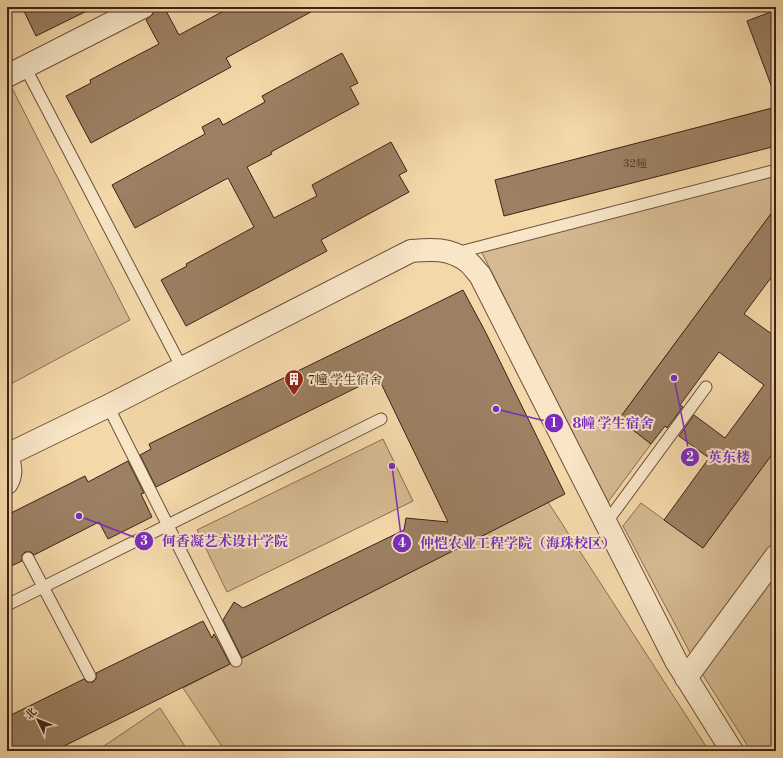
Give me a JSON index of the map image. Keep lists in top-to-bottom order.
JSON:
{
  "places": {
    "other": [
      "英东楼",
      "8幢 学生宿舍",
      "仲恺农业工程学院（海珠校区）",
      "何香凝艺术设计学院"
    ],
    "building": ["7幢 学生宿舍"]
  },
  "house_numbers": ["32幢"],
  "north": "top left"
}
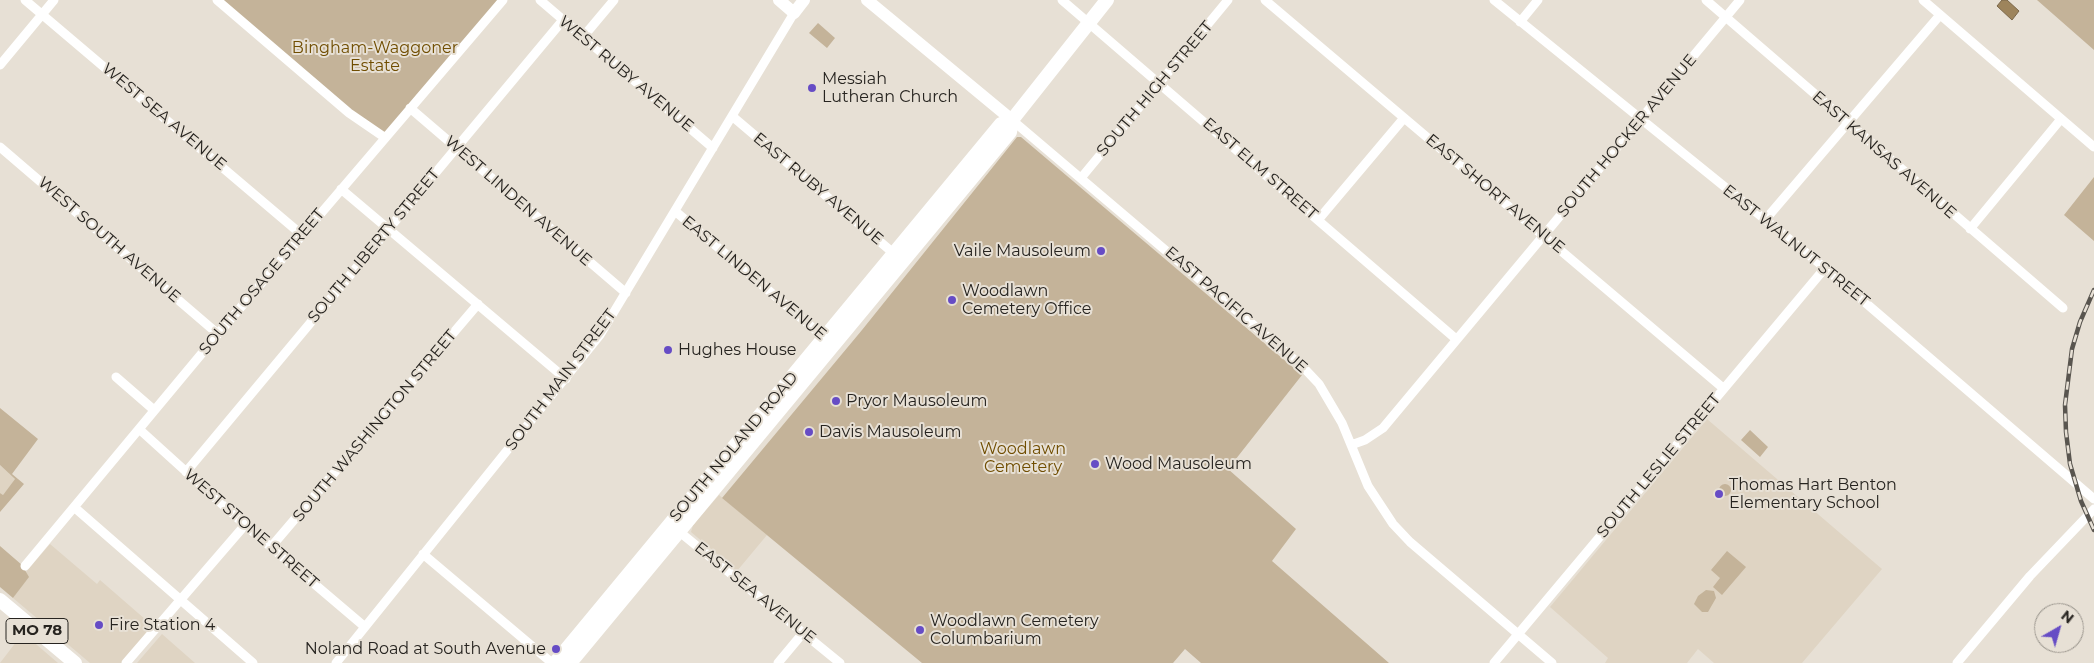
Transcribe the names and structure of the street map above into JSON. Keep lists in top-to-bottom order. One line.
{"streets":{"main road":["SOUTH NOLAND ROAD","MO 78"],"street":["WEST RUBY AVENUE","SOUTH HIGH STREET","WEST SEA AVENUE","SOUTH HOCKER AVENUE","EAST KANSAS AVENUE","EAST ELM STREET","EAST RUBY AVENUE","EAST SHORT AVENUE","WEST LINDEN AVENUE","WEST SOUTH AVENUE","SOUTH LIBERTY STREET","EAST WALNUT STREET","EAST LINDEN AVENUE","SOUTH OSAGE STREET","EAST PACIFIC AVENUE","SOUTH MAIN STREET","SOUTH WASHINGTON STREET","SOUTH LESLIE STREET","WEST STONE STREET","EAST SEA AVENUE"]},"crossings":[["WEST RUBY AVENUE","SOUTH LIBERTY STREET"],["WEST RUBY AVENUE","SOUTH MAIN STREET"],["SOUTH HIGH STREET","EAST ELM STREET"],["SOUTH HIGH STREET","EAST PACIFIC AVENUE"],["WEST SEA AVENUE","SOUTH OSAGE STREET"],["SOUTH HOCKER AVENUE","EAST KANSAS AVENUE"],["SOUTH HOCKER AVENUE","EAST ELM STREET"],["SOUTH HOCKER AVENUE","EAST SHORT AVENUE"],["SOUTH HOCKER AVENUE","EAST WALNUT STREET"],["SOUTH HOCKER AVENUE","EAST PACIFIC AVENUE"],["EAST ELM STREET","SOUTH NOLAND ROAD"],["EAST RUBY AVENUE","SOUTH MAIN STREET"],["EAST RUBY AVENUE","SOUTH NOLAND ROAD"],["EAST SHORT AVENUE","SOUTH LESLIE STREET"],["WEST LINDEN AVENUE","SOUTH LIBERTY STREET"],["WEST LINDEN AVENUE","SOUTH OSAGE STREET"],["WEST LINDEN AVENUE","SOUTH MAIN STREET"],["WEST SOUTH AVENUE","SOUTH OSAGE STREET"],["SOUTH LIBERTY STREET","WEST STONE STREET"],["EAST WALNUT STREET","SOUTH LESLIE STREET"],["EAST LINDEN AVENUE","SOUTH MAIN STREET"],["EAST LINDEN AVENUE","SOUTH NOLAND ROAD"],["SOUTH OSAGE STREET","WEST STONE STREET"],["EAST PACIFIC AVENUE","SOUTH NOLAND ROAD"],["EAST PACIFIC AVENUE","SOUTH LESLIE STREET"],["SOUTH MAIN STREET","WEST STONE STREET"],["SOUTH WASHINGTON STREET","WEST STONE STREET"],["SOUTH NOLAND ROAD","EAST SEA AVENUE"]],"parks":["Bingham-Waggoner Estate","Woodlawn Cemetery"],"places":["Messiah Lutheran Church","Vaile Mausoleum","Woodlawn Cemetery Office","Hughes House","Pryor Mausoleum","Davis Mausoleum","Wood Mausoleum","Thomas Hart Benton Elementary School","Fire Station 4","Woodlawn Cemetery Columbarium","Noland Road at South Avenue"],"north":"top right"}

---

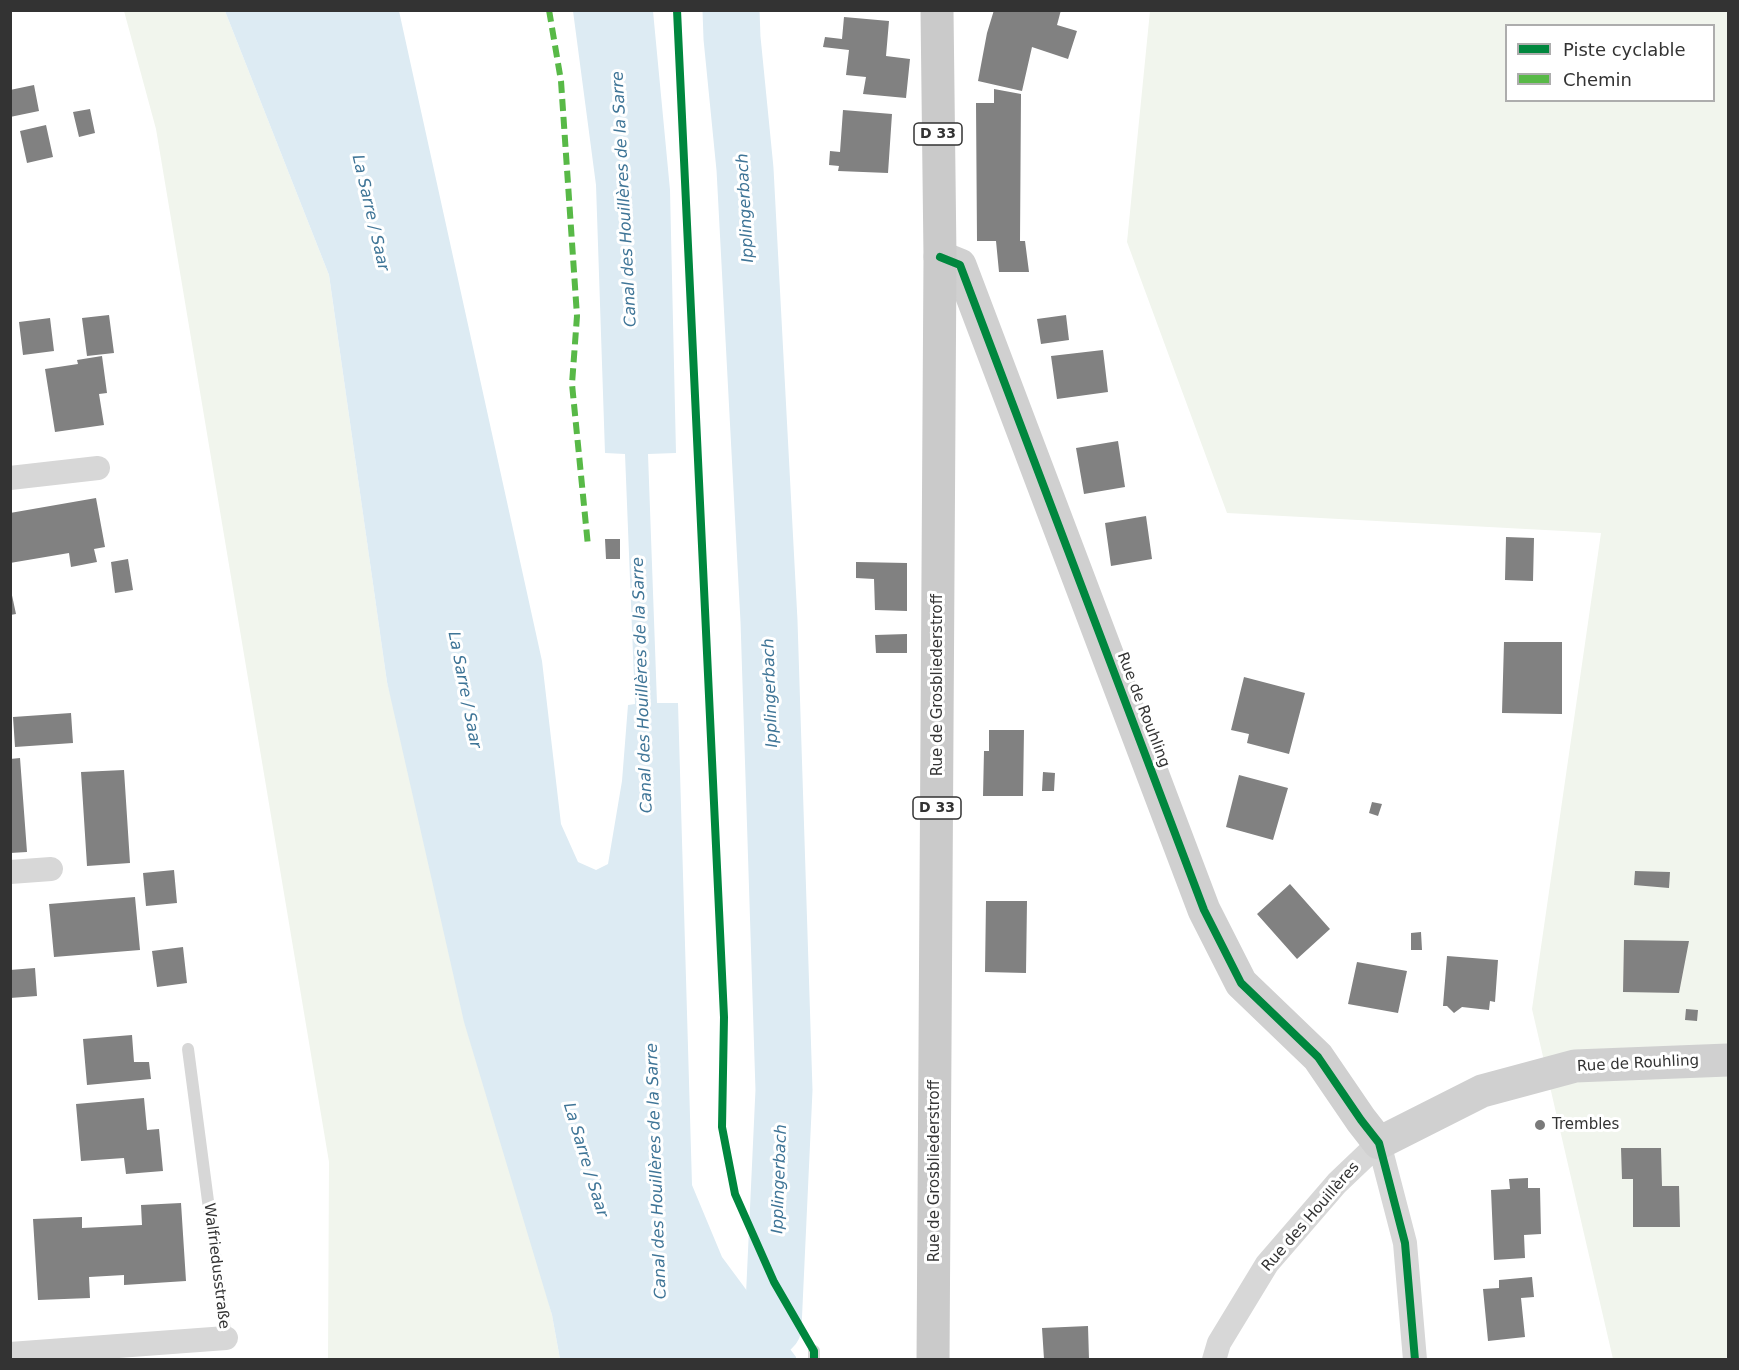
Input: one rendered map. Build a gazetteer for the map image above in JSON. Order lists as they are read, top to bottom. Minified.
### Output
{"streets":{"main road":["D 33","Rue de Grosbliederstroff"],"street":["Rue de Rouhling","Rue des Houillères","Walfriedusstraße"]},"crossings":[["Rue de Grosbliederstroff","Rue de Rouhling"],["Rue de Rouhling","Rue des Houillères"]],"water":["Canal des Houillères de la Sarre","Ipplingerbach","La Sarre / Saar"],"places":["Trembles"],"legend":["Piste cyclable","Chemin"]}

**What to produce:**
Copy every line above in which the string "image" shows up.

**Solution for this problem:**
Give me a JSON index of the map image. Keep lists in top-to-bottom order.
Input: one rendered map. Build a gazetteer for the map image above in JSON. Order lists as they are read, top to bottom. Minified.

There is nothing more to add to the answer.